Alix had lost her mother when she was six years old, yet some memories remained achingly fresh in her mind.
She recalled how she used to slip into Alice’s dressing room on the nights her parents went out.
Here, try it on, Alice would urge, helping her daughter into oversized gowns and furs, threading jewels into her bright blond hair.
Look at you, her mother would murmur, pressing a hand to the center of Alix’s chest. You are so beautiful on the outside, but most of all you are beautiful here. In your heart.
“Miss?”
Alix put down her pencil and glanced up in surprise. A few feet away stood Johann, the new footman, holding a pile of envelopes in his gloved hand. His eyes flicked to Ernie before he flushed and addressed Alix.
“Pardon me, miss, but you requested that I bring the day’s mail to you at once. It just arrived.”

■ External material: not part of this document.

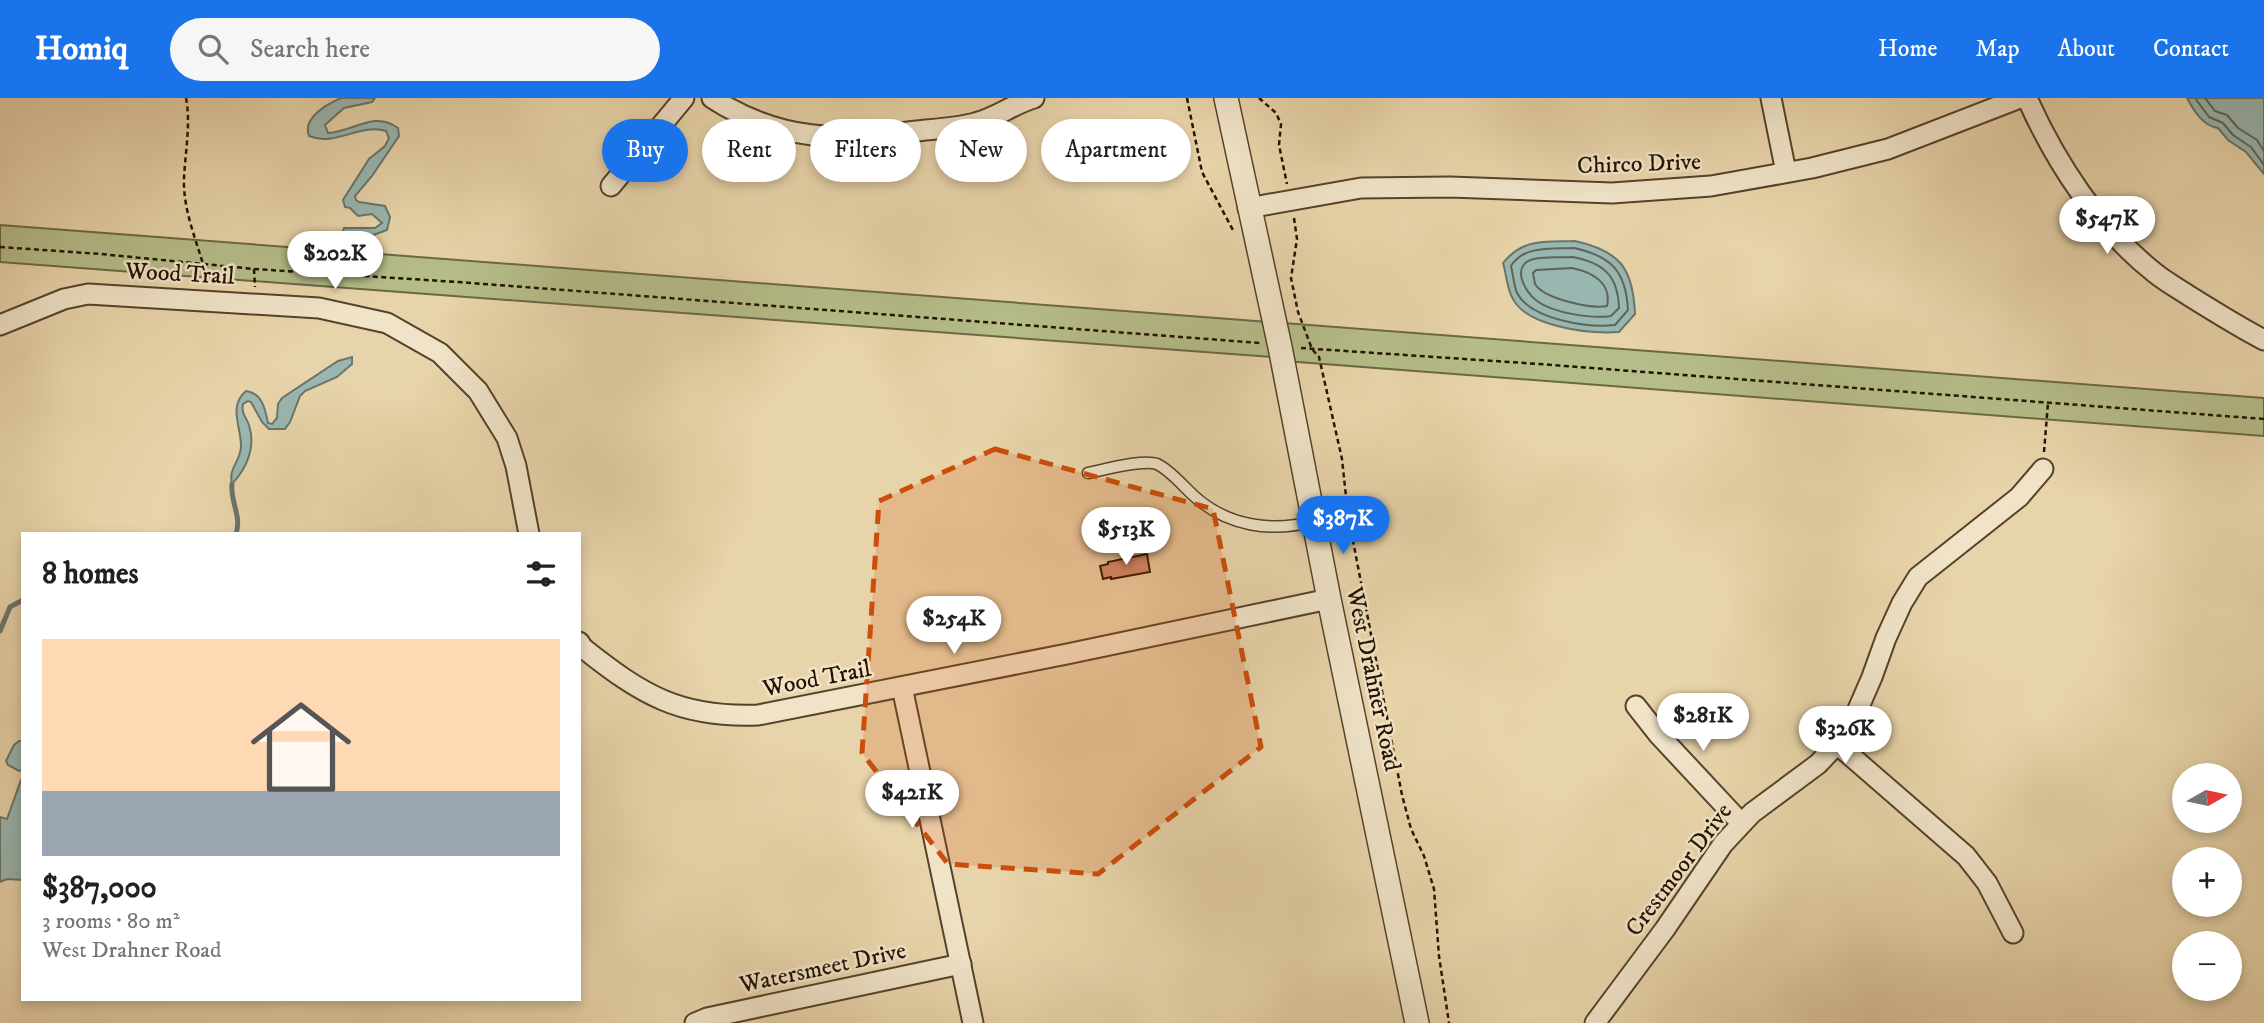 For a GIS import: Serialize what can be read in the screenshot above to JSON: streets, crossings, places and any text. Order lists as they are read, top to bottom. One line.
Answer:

“Thank you.” Alix nearly jumped to her feet, reaching for the mail so eagerly that she knocked Johann off-kilter.
“Anything from Russia?” Ernie lifted himself onto one elbow, rubbing sleepily at his eyes, but his question was serious.
Johann bowed and retreated. Alix fanned through the mail, but there was only a letter marked with Hélène’s typical scribble. Not the handwriting she was looking for. “Nothing from Russia,” she said meaningfully.
Alix didn’t know how she and Nicholas would ever get his parents’ permission to marry. It felt so impossible, and yet she couldn’t bring herself to give up hope. Not entirely.
She hadn’t meant to fall for the Tsarevich of Russia.
Things would have been so much easier if she could have been happy with Eddy, the prince everyone expected her to marry.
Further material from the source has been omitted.